_Task objective_: Return the entries in full, exactly as written.

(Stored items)
== Segment start ==
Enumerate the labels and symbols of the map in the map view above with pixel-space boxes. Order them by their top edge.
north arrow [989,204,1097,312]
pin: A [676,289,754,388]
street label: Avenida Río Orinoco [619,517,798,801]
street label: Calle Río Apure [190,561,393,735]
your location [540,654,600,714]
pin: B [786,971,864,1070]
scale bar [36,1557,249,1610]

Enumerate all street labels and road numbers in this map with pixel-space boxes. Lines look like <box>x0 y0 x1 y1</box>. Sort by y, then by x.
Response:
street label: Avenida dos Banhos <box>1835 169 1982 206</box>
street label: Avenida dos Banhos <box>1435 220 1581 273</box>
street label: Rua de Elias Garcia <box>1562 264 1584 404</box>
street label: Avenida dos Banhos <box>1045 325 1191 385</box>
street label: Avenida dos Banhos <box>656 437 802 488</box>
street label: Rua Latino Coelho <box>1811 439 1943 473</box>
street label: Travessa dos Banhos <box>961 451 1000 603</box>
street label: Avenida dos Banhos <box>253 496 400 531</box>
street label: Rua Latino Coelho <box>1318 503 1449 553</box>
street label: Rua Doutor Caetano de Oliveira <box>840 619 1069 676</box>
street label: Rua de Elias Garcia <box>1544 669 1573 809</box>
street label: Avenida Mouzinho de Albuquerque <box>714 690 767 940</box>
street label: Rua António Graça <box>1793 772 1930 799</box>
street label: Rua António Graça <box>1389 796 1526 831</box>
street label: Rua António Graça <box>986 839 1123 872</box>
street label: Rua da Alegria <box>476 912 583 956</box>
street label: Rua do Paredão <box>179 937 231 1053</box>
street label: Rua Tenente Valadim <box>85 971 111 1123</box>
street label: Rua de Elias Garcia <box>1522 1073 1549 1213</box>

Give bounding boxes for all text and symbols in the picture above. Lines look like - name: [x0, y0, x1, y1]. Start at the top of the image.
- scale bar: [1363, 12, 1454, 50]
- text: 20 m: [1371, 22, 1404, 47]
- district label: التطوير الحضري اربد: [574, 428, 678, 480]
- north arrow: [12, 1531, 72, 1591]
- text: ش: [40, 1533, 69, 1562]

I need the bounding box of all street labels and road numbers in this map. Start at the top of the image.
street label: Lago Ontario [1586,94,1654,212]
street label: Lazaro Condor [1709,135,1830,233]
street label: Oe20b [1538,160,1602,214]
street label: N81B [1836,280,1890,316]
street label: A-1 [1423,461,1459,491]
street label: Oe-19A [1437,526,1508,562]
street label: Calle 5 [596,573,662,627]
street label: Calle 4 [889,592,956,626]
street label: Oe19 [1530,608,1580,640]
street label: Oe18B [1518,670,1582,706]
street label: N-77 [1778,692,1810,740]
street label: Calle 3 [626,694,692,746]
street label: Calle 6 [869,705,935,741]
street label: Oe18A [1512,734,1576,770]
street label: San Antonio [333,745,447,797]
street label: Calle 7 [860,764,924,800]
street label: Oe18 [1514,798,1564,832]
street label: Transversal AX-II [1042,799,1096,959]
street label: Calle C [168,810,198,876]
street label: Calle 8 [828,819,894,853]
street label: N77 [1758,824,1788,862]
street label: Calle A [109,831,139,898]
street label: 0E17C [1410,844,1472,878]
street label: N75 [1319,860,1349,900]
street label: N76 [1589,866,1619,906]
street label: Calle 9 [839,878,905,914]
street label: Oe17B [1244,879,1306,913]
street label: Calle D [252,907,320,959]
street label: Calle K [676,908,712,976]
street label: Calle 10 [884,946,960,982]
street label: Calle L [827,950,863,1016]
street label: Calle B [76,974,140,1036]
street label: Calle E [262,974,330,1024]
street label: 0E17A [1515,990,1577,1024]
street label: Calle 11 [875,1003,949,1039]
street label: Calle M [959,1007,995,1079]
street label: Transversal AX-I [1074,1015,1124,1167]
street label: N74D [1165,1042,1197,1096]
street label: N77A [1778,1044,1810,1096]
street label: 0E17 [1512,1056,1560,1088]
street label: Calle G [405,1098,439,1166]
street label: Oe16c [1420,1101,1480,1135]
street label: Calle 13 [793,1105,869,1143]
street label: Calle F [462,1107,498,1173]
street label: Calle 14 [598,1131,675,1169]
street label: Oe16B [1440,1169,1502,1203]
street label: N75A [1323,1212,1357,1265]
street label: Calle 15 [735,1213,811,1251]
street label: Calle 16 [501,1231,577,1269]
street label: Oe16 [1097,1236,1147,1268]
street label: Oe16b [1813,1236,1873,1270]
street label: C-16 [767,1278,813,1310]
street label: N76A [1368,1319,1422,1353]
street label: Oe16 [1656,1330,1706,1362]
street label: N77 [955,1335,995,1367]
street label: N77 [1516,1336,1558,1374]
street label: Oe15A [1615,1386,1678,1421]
== Segment end ==
_Problem solution_:
Enumerate the labels and symbols of the map in the map view above with pixel-space boxes. Order them by their top edge.
north arrow [989,204,1097,312]
pin: A [676,289,754,388]
street label: Avenida Río Orinoco [619,517,798,801]
street label: Calle Río Apure [190,561,393,735]
your location [540,654,600,714]
pin: B [786,971,864,1070]
scale bar [36,1557,249,1610]

Enumerate all street labels and road numbers in this map with pixel-space boxes. Lines look like <box>x0 y0 x1 y1</box>. Sort by y, then by x.
Response:
street label: Avenida dos Banhos <box>1835 169 1982 206</box>
street label: Avenida dos Banhos <box>1435 220 1581 273</box>
street label: Rua de Elias Garcia <box>1562 264 1584 404</box>
street label: Avenida dos Banhos <box>1045 325 1191 385</box>
street label: Avenida dos Banhos <box>656 437 802 488</box>
street label: Rua Latino Coelho <box>1811 439 1943 473</box>
street label: Travessa dos Banhos <box>961 451 1000 603</box>
street label: Avenida dos Banhos <box>253 496 400 531</box>
street label: Rua Latino Coelho <box>1318 503 1449 553</box>
street label: Rua Doutor Caetano de Oliveira <box>840 619 1069 676</box>
street label: Rua de Elias Garcia <box>1544 669 1573 809</box>
street label: Avenida Mouzinho de Albuquerque <box>714 690 767 940</box>
street label: Rua António Graça <box>1793 772 1930 799</box>
street label: Rua António Graça <box>1389 796 1526 831</box>
street label: Rua António Graça <box>986 839 1123 872</box>
street label: Rua da Alegria <box>476 912 583 956</box>
street label: Rua do Paredão <box>179 937 231 1053</box>
street label: Rua Tenente Valadim <box>85 971 111 1123</box>
street label: Rua de Elias Garcia <box>1522 1073 1549 1213</box>

Give bounding boxes for all text and symbols in the picture above. Lines look like - name: [x0, y0, x1, y1]. Start at the top of the image.
- scale bar: [1363, 12, 1454, 50]
- text: 20 m: [1371, 22, 1404, 47]
- district label: التطوير الحضري اربد: [574, 428, 678, 480]
- north arrow: [12, 1531, 72, 1591]
- text: ش: [40, 1533, 69, 1562]

I need the bounding box of all street labels and road numbers in this map. Start at the top of the image.
street label: Lago Ontario [1586,94,1654,212]
street label: Lazaro Condor [1709,135,1830,233]
street label: Oe20b [1538,160,1602,214]
street label: N81B [1836,280,1890,316]
street label: A-1 [1423,461,1459,491]
street label: Oe-19A [1437,526,1508,562]
street label: Calle 5 [596,573,662,627]
street label: Calle 4 [889,592,956,626]
street label: Oe19 [1530,608,1580,640]
street label: Oe18B [1518,670,1582,706]
street label: N-77 [1778,692,1810,740]
street label: Calle 3 [626,694,692,746]
street label: Calle 6 [869,705,935,741]
street label: Oe18A [1512,734,1576,770]
street label: San Antonio [333,745,447,797]
street label: Calle 7 [860,764,924,800]
street label: Oe18 [1514,798,1564,832]
street label: Transversal AX-II [1042,799,1096,959]
street label: Calle C [168,810,198,876]
street label: Calle 8 [828,819,894,853]
street label: N77 [1758,824,1788,862]
street label: Calle A [109,831,139,898]
street label: 0E17C [1410,844,1472,878]
street label: N75 [1319,860,1349,900]
street label: N76 [1589,866,1619,906]
street label: Calle 9 [839,878,905,914]
street label: Oe17B [1244,879,1306,913]
street label: Calle D [252,907,320,959]
street label: Calle K [676,908,712,976]
street label: Calle 10 [884,946,960,982]
street label: Calle L [827,950,863,1016]
street label: Calle B [76,974,140,1036]
street label: Calle E [262,974,330,1024]
street label: 0E17A [1515,990,1577,1024]
street label: Calle 11 [875,1003,949,1039]
street label: Calle M [959,1007,995,1079]
street label: Transversal AX-I [1074,1015,1124,1167]
street label: N74D [1165,1042,1197,1096]
street label: N77A [1778,1044,1810,1096]
street label: 0E17 [1512,1056,1560,1088]
street label: Calle G [405,1098,439,1166]
street label: Oe16c [1420,1101,1480,1135]
street label: Calle 13 [793,1105,869,1143]
street label: Calle F [462,1107,498,1173]
street label: Calle 14 [598,1131,675,1169]
street label: Oe16B [1440,1169,1502,1203]
street label: N75A [1323,1212,1357,1265]
street label: Calle 15 [735,1213,811,1251]
street label: Calle 16 [501,1231,577,1269]
street label: Oe16 [1097,1236,1147,1268]
street label: Oe16b [1813,1236,1873,1270]
street label: C-16 [767,1278,813,1310]
street label: N76A [1368,1319,1422,1353]
street label: Oe16 [1656,1330,1706,1362]
street label: N77 [955,1335,995,1367]
street label: N77 [1516,1336,1558,1374]
street label: Oe15A [1615,1386,1678,1421]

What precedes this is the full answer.